* **WORK TO COMPLETE**:
Look below for the line with "Summarize the content of this", then give it again exactly, along with every line that comes after it, the final line included.

* **THE RECORDS**:
··········

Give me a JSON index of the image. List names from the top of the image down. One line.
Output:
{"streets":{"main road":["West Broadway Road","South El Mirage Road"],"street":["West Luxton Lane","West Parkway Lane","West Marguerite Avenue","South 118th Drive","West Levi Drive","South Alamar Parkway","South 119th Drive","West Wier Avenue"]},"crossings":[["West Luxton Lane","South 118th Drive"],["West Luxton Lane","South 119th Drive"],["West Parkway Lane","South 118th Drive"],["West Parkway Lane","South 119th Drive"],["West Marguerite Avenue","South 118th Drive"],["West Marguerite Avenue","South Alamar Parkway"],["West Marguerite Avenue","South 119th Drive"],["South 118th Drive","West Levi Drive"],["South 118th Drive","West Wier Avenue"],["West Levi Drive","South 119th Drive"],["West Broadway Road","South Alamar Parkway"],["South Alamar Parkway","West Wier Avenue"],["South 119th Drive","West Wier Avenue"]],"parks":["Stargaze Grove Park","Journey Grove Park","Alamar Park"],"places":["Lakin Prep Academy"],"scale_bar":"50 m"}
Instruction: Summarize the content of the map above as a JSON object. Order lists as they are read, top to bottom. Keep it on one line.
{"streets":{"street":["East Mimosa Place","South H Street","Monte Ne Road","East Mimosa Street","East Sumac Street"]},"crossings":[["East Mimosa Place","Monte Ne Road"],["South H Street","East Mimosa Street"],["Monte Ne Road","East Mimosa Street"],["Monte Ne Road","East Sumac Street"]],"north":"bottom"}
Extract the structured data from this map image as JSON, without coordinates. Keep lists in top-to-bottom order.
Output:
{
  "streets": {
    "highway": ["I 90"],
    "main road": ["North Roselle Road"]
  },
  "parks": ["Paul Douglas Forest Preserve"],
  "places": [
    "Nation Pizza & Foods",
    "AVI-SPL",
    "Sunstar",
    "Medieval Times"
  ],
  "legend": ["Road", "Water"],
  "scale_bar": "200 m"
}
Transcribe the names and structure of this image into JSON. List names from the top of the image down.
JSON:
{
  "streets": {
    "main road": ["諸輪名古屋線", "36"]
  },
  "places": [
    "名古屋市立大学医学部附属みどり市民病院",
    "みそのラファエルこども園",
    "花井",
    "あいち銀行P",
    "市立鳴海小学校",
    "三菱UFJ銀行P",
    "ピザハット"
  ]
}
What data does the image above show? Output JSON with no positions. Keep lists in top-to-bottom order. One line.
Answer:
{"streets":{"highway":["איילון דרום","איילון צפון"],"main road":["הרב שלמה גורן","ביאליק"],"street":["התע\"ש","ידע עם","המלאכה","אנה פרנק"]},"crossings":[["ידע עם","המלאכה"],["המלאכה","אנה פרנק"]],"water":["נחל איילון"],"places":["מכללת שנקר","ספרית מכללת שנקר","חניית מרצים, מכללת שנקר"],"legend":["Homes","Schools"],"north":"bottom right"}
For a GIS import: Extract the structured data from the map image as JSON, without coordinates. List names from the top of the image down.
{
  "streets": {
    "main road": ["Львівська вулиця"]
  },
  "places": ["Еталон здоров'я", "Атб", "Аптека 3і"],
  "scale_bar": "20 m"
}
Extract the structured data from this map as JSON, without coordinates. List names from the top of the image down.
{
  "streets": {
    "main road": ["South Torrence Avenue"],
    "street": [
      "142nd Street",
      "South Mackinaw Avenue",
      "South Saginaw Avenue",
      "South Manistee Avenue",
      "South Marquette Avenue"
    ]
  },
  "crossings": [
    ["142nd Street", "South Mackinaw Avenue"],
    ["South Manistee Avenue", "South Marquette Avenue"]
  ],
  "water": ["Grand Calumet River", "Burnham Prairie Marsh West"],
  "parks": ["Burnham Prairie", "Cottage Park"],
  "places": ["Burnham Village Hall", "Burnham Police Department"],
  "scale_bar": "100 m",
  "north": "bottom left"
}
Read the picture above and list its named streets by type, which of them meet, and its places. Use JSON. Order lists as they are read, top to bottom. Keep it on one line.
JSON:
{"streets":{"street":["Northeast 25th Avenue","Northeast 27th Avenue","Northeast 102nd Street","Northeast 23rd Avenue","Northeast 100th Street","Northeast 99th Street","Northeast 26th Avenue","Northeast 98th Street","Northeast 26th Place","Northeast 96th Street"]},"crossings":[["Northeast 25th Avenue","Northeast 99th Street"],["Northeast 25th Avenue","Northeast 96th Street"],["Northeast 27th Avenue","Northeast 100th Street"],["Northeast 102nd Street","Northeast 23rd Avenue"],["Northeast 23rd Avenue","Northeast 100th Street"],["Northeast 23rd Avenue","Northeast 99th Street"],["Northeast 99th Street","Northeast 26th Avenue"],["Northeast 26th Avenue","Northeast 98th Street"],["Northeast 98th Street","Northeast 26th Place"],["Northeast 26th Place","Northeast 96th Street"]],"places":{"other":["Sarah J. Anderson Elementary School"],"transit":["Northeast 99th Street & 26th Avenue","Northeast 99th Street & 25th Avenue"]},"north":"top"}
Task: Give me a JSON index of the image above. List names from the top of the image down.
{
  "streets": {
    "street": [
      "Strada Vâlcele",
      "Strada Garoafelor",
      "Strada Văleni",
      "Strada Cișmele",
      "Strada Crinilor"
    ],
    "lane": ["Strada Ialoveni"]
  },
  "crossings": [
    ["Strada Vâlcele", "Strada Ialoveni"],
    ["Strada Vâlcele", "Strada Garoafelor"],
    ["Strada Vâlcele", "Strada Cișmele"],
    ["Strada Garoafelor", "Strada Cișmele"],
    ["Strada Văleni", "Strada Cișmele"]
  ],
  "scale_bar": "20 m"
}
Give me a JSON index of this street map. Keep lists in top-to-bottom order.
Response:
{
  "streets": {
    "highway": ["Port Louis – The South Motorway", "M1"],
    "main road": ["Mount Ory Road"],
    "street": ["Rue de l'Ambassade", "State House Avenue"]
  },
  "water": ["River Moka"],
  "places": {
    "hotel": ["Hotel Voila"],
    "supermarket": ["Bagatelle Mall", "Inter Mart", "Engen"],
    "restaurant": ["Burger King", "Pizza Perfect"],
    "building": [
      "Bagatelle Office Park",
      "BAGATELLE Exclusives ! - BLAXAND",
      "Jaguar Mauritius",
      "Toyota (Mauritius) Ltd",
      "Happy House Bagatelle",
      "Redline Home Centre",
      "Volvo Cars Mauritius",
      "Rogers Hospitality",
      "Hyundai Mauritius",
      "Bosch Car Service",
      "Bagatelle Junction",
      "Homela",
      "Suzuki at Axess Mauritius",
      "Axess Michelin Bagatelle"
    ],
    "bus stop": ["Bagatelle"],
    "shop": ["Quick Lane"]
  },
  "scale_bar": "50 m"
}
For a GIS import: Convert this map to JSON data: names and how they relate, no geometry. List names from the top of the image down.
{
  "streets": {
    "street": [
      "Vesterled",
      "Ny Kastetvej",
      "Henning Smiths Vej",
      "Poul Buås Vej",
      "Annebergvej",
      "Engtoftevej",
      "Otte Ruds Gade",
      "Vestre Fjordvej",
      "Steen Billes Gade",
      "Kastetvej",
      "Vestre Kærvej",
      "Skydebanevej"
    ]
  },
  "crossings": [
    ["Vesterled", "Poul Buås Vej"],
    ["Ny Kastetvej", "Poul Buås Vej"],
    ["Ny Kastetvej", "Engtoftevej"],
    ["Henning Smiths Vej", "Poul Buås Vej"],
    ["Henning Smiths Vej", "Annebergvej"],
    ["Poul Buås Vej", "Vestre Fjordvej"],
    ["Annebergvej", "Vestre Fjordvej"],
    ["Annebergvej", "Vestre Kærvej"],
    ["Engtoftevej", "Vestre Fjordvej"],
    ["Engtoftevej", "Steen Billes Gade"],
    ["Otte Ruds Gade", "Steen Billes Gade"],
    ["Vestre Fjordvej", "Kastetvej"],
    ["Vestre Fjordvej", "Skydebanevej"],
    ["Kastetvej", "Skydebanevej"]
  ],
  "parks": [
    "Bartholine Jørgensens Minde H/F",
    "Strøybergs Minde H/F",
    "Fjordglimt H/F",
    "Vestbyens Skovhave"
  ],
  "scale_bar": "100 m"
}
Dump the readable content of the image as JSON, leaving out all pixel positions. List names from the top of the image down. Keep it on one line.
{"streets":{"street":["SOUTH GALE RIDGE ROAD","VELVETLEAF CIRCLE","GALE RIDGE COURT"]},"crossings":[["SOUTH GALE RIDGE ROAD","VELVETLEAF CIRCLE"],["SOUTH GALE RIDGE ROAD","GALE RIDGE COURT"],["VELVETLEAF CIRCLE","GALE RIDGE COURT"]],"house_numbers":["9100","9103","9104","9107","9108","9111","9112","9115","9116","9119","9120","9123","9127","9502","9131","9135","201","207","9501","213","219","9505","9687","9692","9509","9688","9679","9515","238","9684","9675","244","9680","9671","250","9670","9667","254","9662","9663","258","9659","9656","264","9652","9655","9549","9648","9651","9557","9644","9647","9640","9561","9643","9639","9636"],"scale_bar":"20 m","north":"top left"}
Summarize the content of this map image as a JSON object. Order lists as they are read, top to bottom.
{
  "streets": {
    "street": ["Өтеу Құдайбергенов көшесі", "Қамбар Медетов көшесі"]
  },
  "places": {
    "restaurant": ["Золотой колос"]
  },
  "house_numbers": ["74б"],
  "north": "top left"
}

··········

* **TASK RESPONSE**:
Summarize the content of this map image as a JSON object. Order lists as they are read, top to bottom.
{
  "streets": {
    "street": ["Өтеу Құдайбергенов көшесі", "Қамбар Медетов көшесі"]
  },
  "places": {
    "restaurant": ["Золотой колос"]
  },
  "house_numbers": ["74б"],
  "north": "top left"
}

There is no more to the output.